In [1]:
# importing dataset collection libraries
import pandas as pd
import numpy as np
import glob, os, string, re

# importing Natural Language Processing Libraries
from nltk.stem import WordNetLemmatizer
from nltk.corpus import stopwords 
from sklearn.feature_extraction.text import TfidfVectorizer

# impoting Evaluvation Metrics
from sklearn.metrics import classification_report, accuracy_score, confusion_matrix

# importing classification algorithms
from sklearn.linear_model import LogisticRegression
from sklearn.tree import DecisionTreeClassifier
from sklearn.svm import LinearSVC
from sklearn.ensemble import AdaBoostClassifier
from sklearn.ensemble import RandomForestClassifier
from sklearn.naive_bayes import MultinomialNB

In [2]:
# importing dataset
from os import listdir
from os.path import isfile, join

onlyfiles = [f for f in listdir("aclImdb/train/pos") if isfile(join("aclImdb/train/pos", f))]

In [3]:
len(onlyfiles)

12500

In [4]:
#extracting names
import os
name = []

for j in onlyfiles:
    os.path.splitext(j)
    name.append(os.path.splitext(j)[0])
    

In [5]:
len(name)

12500

In [6]:
#splitting movie id and rating we get 
movieId = []
rating = []
for i in name:
    movieId.append(i.rsplit( "_", 1 )[ 0 ])
    rating.append(i.rsplit( "_", 1 )[ 1 ])

In [7]:
#reading all the reviews for the dataframe
review =[]
for path in onlyfiles:
    txt = open("aclImdb/train/pos/"+path, encoding="utf8")
    review.append(txt.read())

In [8]:
#creating dataframe
movie_dict = {"review": review, "target":1}
movie_df = pd.DataFrame(data = movie_dict)

In [9]:
movie_df.head()

Unnamed: 0,review,target
0,Bromwell High is a cartoon comedy.
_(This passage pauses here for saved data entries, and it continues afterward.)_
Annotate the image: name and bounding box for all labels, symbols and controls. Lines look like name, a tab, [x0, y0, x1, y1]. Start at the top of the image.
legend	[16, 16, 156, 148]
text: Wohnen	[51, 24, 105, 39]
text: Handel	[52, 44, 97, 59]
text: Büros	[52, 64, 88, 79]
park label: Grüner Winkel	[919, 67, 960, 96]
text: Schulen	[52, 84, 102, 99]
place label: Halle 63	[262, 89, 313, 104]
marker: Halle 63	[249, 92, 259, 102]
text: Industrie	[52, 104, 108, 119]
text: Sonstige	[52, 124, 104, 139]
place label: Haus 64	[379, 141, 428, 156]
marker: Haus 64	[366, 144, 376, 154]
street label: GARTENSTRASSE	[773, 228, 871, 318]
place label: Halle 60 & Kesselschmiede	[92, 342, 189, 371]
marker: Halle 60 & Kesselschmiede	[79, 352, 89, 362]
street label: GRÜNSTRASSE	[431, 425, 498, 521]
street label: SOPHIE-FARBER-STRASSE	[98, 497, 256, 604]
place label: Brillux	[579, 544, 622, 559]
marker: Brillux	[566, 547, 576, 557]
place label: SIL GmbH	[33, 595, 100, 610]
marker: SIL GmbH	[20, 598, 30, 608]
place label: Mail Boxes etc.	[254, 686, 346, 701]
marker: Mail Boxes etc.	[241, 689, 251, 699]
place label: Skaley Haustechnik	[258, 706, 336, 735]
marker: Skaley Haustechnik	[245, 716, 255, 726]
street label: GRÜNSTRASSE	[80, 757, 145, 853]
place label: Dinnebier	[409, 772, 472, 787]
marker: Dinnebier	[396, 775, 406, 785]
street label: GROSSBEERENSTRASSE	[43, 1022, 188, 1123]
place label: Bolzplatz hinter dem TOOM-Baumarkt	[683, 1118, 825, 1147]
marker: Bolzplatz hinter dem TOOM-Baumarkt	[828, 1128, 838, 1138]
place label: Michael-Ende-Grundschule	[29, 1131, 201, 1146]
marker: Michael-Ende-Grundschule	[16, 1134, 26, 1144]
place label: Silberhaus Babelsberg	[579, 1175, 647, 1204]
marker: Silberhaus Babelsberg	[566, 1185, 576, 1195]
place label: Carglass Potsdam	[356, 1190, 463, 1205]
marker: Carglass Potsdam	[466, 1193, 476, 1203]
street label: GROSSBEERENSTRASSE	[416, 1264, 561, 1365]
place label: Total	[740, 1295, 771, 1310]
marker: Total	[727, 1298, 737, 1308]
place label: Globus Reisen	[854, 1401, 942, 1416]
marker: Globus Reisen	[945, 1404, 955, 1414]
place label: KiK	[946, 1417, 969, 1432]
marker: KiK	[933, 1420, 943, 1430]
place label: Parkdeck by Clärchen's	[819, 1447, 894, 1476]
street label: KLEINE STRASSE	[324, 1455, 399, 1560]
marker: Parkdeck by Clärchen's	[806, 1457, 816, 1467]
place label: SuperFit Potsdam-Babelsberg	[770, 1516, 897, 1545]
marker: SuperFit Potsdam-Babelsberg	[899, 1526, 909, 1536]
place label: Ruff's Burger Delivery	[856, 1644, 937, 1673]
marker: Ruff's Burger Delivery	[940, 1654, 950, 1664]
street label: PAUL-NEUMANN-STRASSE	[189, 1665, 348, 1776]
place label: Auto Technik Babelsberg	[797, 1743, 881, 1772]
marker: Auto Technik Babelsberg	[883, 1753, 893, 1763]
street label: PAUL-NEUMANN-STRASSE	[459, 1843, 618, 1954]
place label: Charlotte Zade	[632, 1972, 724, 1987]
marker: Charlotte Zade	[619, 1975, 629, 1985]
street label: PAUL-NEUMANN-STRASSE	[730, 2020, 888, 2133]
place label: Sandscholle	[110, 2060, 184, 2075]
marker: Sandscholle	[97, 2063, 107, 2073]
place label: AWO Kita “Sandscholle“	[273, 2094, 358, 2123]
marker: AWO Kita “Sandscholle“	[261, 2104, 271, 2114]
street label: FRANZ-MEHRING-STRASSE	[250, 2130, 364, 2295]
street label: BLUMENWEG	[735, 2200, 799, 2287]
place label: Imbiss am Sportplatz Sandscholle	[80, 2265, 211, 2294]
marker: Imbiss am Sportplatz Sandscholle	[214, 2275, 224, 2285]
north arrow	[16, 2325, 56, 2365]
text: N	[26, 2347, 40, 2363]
It ran at t...,1
1,Homelessness (or Houselessness as George Carli...,1
2,Brilliant over-acting by Lesley Ann Warren. Be...,1
3,This is easily the most underrated film inn th...,1
4,This is not the typical Mel Brooks film. It wa...,1


In [9]:
#doing same for negatives
from os import listdir
from os.path import isfile, join

onlyfiles = [f for f in listdir("aclImdb/train/neg") if isfile(join("aclImdb/train/neg", f))]

In [10]:
import os
name = []

for j in onlyfiles:
    os.path.splitext(j)
    name.append(os.path.splitext(j)[0])
    

In [11]:
review =[]
for path in onlyfiles:
    txt = open("aclImdb/train/neg/"+path, encoding="utf8")
    review.append(txt.read())

In [12]:
movie_dict = {"review": review, "target":0}
movie_df_neg = pd.DataFrame(data = movie_dict)

In [13]:
movie_df_neg.head()

Unnamed: 0,review,target
0,Story of a man who has unnatural feelings for ...,0
1,Airport '77 starts as a brand new luxury 747 p...,0
2,This film lacked something I couldn't put my f...,0
3,"Sorry everyone,,, I know this is supposed to b...",0
4,When I was little my parents took me along to ...,0


In [14]:
#merging both datasets
movie_df = movie_df_neg.append(movie_df, ignore_index = True)

In [15]:
movie_df.head()


Unnamed: 0,review,target
0,Story of a man who has unnatural feelings for ...,0
1,Airport '77 starts as a brand new luxury 747 p...,0
2,This film lacked something I couldn't put my f...,0
3,"Sorry everyone,,, I know this is supposed to b...",0
4,When I was little my parents took me along to ...,0


In [16]:
movie_df.tail()

Unnamed: 0,review,target
24995,"Seeing as the vote average was pretty low, and...",1
24996,"The plot had some wretched, unbelievable twist...",1
24997,I am amazed at how this movie(and most others ...,1
24998,A Christmas Together actually came before my t...,1
24999,Working-class romantic drama from director Mar...,1


In [17]:
 import nltk
 nltk.download('stopwords')
 nltk.download('wordnet')

[nltk_data] Downloading package stopwords to
[nltk_data]     C:\Users\averd\AppData\Roaming\nltk_data...
[nltk_data]   Package stopwords is already up-to-date!
[nltk_data] Downloading package wordnet to
[nltk_data]     C:\Users\averd\AppData\Roaming\nltk_data...
[nltk_data]   Package wordnet is already up-to-date!


True

In [18]:
#data preprocessing function :
lemma = WordNetLemmatizer()
stops = set(stopwords.words('english'))

def text_prep(text):
    no_punct = [char for char in text if char not in string.punctuation]
    text = "".join(no_punct)
    text = [lemma.lemmatize(text, pos='v') for text in text.lower().split() if text not in stops] 
    text = " ".join(text)
    return (text)

In [19]:
#preprocessing training data
movie_df['prep_review'] = movie_df['review'].apply(lambda x: text_prep(x))
movie_df[['prep_review', 'target']].head()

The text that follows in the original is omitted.